Дюк кивнул, рванул вперёд, начал кричать:
– Разойдитесь, все уходим с перрона! С вокзала! Мужчины оказывают помощь, остальные уходим! Дайте дорогу! Дорогу медикам!
И если вам кажется, что Арес сейчас вызывал восхищение, то на деле восхищение у самого Ареса вызвал Дюк. Когда у Ареса на руках Гелиос истекала кровью – он не был солдатом. Он был мальчиком, на руках которого умирал его мир. И пусть Эрик точно не был для Дюка всем миром, но его поведение сейчас – совсем не то, на что на самом деле рассчитывал Арес.
– Не мешайте, не толпитесь. Дайте дорогу медикам, – продолжал кричать Дюк, возвращаясь на перрон.
– Аня, – отвлёкся он. – Надо помочь живым.
– Эрик…
– Эрик… Там, в вагонах… Но ты нужна здесь, сейчас. Ты же солдат? – Голос его дрожал. Не получилось повторить фокус Ареса. Но Аня, издав ещё два громких всхлипа, встала на ноги. Она сама поставила себе эту планку. Солдат. Что сказал бы ей Миша, если бы она продолжала лить слёзы, сидя на перроне, вместо того чтобы помогать?

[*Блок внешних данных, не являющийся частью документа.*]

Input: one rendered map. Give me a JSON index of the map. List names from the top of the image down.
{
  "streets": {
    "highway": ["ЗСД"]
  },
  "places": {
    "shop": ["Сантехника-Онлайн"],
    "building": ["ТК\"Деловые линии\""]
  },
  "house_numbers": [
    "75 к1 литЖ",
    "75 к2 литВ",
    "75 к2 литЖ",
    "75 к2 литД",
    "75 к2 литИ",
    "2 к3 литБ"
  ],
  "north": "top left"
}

– Встреть медиков, помоги добраться сюда.
Она едва кивнула и растворилась в толпе, а по щекам её продолжали уже беззвучно стекать слёзы.

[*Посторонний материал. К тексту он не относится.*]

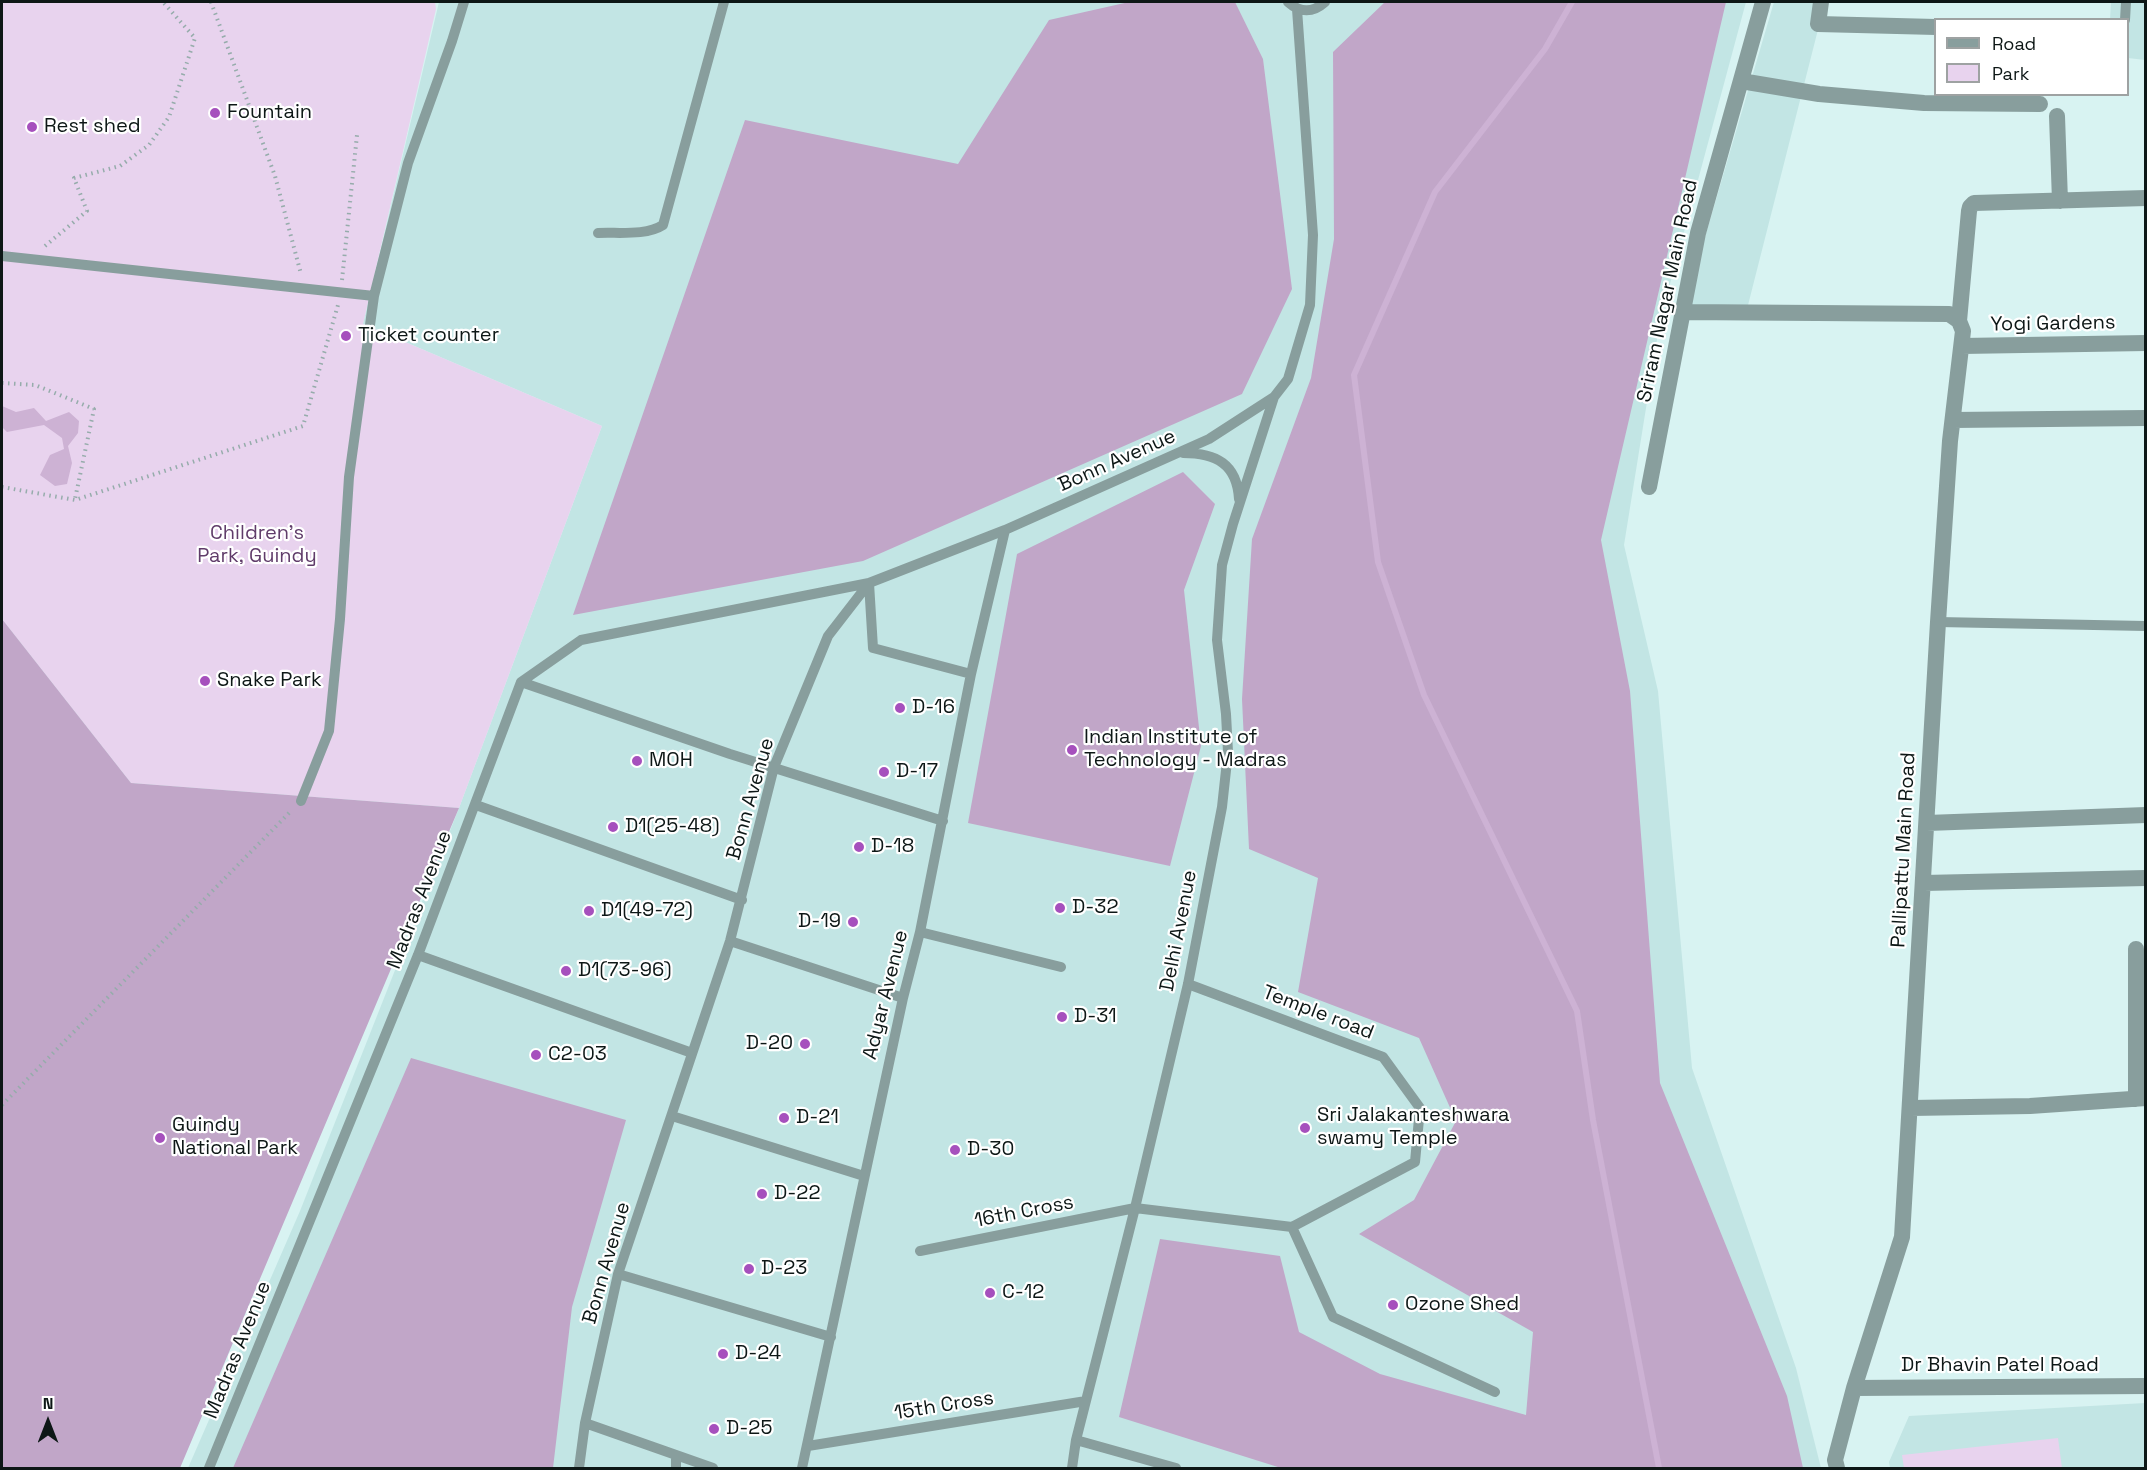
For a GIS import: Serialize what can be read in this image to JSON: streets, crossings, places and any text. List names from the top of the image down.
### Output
{
  "streets": {
    "street": [
      "Sriram Nagar Main Road",
      "Yogi Gardens",
      "Pallipattu Main Road",
      "Dr Bhavin Patel Road"
    ],
    "lane": [
      "Bonn Avenue",
      "Madras Avenue",
      "Delhi Avenue",
      "Adyar Avenue",
      "Temple road",
      "16th Cross",
      "15th Cross"
    ]
  },
  "crossings": [
    ["Yogi Gardens", "Pallipattu Main Road"],
    ["Bonn Avenue", "Delhi Avenue"],
    ["Bonn Avenue", "Adyar Avenue"],
    ["Pallipattu Main Road", "Dr Bhavin Patel Road"],
    ["Delhi Avenue", "Temple road"],
    ["Delhi Avenue", "16th Cross"],
    ["Delhi Avenue", "15th Cross"],
    ["Adyar Avenue", "15th Cross"]
  ],
  "parks": ["Children's Park, Guindy"],
  "places": [
    "Fountain",
    "Rest shed",
    "Ticket counter",
    "Snake Park",
    "D-16",
    "Indian Institute of Technology - Madras",
    "MOH",
    "D-17",
    "D1(25-48)",
    "D-18",
    "D-32",
    "D1(49-72)",
    "D-19",
    "D1(73-96)",
    "D-31",
    "D-20",
    "C2-03",
    "D-21",
    "Sri Jalakanteshwara swamy Temple",
    "Guindy National Park",
    "D-30",
    "D-22",
    "D-23",
    "C-12",
    "Ozone Shed",
    "D-24",
    "D-25"
  ],
  "legend": ["Road", "Park"],
  "north": "top"
}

Когда помощь на перроне была распределена между прибывшим отрядом, Аня и Дюк в числе новобранцев помогали пострадавшим в масках дойти до сектора и ужасались от того, как близко был поезд к сектору. Взорвись он минут на пятнадцать позже, мог повредить последние двери на пути. Но этого не произошло – вот о чём в первую очередь нужно было помнить, чтобы перестать бояться, чтобы твёрдо шагать по рельсам, сопровождая выживших.
День казался бесконечно долгим. Руки, испачканные в золе и земле, устали, дрожали от физических усилий и голода, а может, и от страха. Солнце этого тяжёлого дня склонялось к горизонту, когда спасатели проделали только половину работы. Камеры, летающие по периметру и снимающие репортаж, неоднократно останавливались на Ане, Дюке и ещё паре мутантов, показывая, какую неоценимую помощь и поддержку оказывают сверхлюди.

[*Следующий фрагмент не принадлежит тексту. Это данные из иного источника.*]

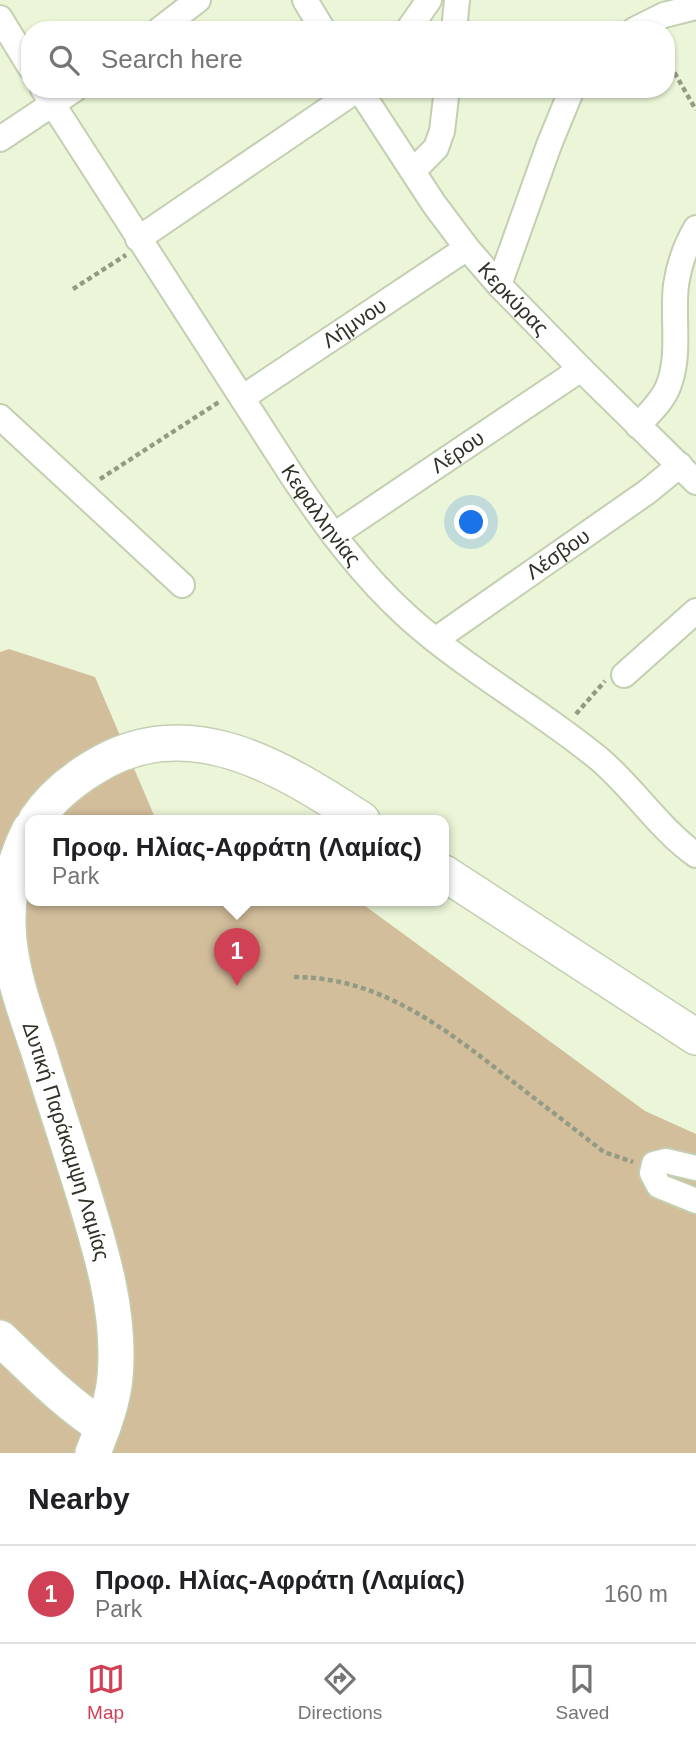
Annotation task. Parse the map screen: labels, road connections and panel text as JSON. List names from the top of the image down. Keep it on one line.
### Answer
{"streets":{"main road":["Δυτική Παράκαμψη Λαμίας"],"street":["Κερκύρας","Λήμνου","Λέρου","Κεφαλληνίας","Λέσβου"]},"crossings":[["Κερκύρας","Λήμνου"],["Κερκύρας","Λέρου"],["Κερκύρας","Λέσβου"],["Λήμνου","Κεφαλληνίας"],["Λέρου","Κεφαλληνίας"],["Κεφαλληνίας","Λέσβου"]],"page":{"search":"Search here","popup":["Προφ. Ηλίας-Αφράτη (Λαμίας)","Park"],"pins":"1","heading":"Nearby","list":[{"mark":"1","name":"Προφ. Ηλίας-Αφράτη (Λαμίας)","note":"Park","value":"160 m"}],"nav":["Map","Directions","Saved"]}}
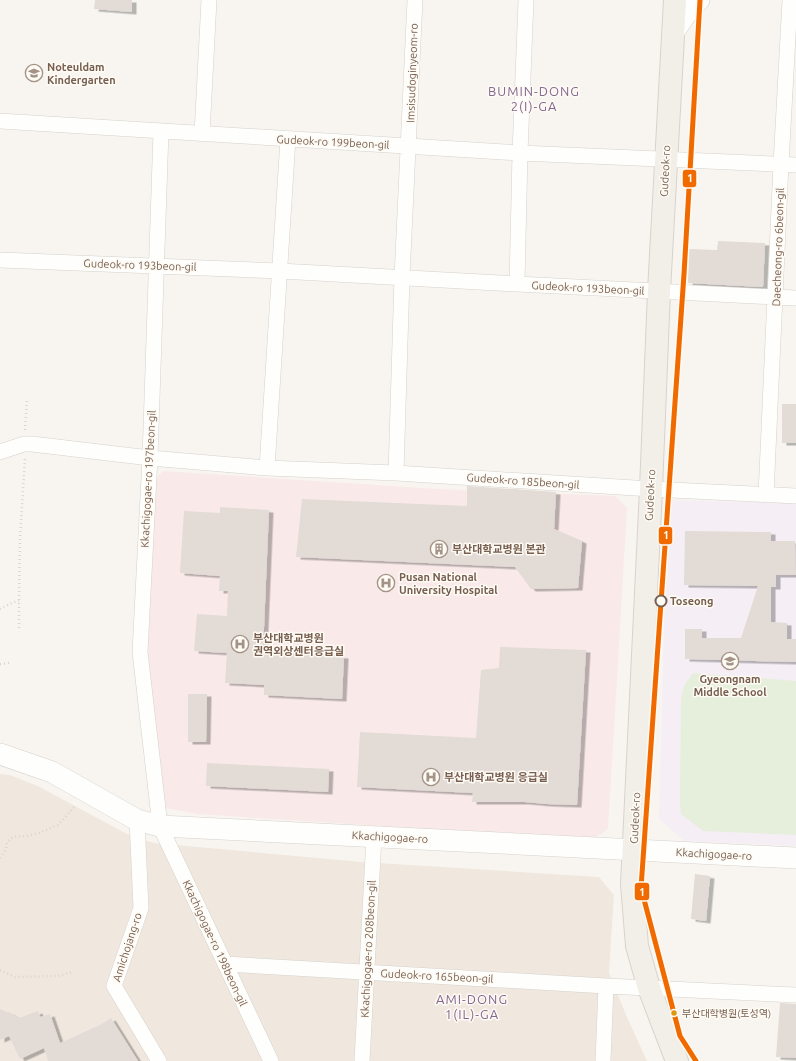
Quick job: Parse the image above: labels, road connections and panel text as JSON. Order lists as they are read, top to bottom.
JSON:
{
  "streets": {
    "main road": ["Gudeok-ro", "Kkachigogae-ro"],
    "street": [
      "Imsisudoginyeom-ro",
      "Gudeok-ro 199beon-gil",
      "Daecheong-ro 6beon-gil",
      "Gudeok-ro 193beon-gil",
      "Kkachigogae-ro 197beon-gil",
      "Gudeok-ro 185beon-gil",
      "Kkachigogae-ro 198beon-gil",
      "Amichojang-ro",
      "Kkachigogae-ro 208beon-gil",
      "Gudeok-ro 165beon-gil"
    ]
  },
  "crossings": [
    ["Imsisudoginyeom-ro", "Gudeok-ro 199beon-gil"],
    ["Gudeok-ro 199beon-gil", "Gudeok-ro"],
    ["Gudeok-ro 199beon-gil", "Daecheong-ro 6beon-gil"],
    ["Gudeok-ro 199beon-gil", "Gudeok-ro 193beon-gil"],
    ["Gudeok-ro 199beon-gil", "Kkachigogae-ro 197beon-gil"],
    ["Gudeok-ro", "Gudeok-ro 193beon-gil"],
    ["Gudeok-ro", "Gudeok-ro 185beon-gil"],
    ["Gudeok-ro", "Kkachigogae-ro"],
    ["Gudeok-ro", "Gudeok-ro 165beon-gil"],
    ["Daecheong-ro 6beon-gil", "Gudeok-ro 193beon-gil"],
    ["Daecheong-ro 6beon-gil", "Gudeok-ro 185beon-gil"],
    ["Gudeok-ro 193beon-gil", "Kkachigogae-ro 197beon-gil"],
    ["Kkachigogae-ro 197beon-gil", "Gudeok-ro 185beon-gil"],
    ["Kkachigogae-ro 197beon-gil", "Kkachigogae-ro"],
    ["Kkachigogae-ro 197beon-gil", "Kkachigogae-ro 198beon-gil"],
    ["Kkachigogae-ro", "Kkachigogae-ro 198beon-gil"],
    ["Kkachigogae-ro", "Amichojang-ro"],
    ["Kkachigogae-ro", "Kkachigogae-ro 208beon-gil"],
    ["Kkachigogae-ro 198beon-gil", "Gudeok-ro 165beon-gil"],
    ["Kkachigogae-ro 208beon-gil", "Gudeok-ro 165beon-gil"]
  ],
  "districts": ["BUMIN-DONG 2(I)-GA", "AMI-DONG 1(IL)-GA"],
  "places": {
    "school or university": ["Noteuldam Kindergarten", "Gyeongnam Middle School"],
    "building": ["부산대학교병원 본관"],
    "hospital": ["Pusan National University Hospital", "부산대학교병원 권역외상센터응급실", "부산대학교병원 응급실"],
    "other": ["Toseong", "부산대학병원(토성역)"]
  },
  "lines": ["transit line 1"]
}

Аня долго оттягивала момент, когда можно будет пройтись по разгерметизированным вагонам и найти в них Эрика, – настолько долго, что надеялась и не увидеть его там. Но как же она удивилась, узнав, что его тело забрали ещё до её прихода на место происшествия.
Дюк, не обговорив это решение с Аней, попросил Ареса проследить, чтобы тело Эрика забрали одним из первых и вызвали их в качестве родственников в порядке очереди. Он сделал это, опираясь на собственный опыт.
– Зачем? – хмуро уточнил Арес.
– Хочу, чтобы она сама выбрала, каким хочет запомнить его: живым или мёртвым. Знаешь, когда не видишь тела близкого человека, можешь представить, что он уехал за лучшей жизнью и просто перестал с тобой общаться.
Когда умерла Ляля – Дюк плакал долго и очень не хотел идти на похороны. Тогда Ришель, обняв его, прошептала: «Если ты не хочешь видеть её мёртвой, ты имеешь право не ходить. Тогда для тебя она останется жива. У тебя есть право помнить её живой. Как будто она просто уехала. Уехала жить в пятый. А когда ты будешь готов, то придёшь поговорить с ней на могилу. Нет, она была бы не против, я уверена. Ведь ты сам прекрасно знаешь, что смерть человека – проблема только тех, кто любит их. Не умерших».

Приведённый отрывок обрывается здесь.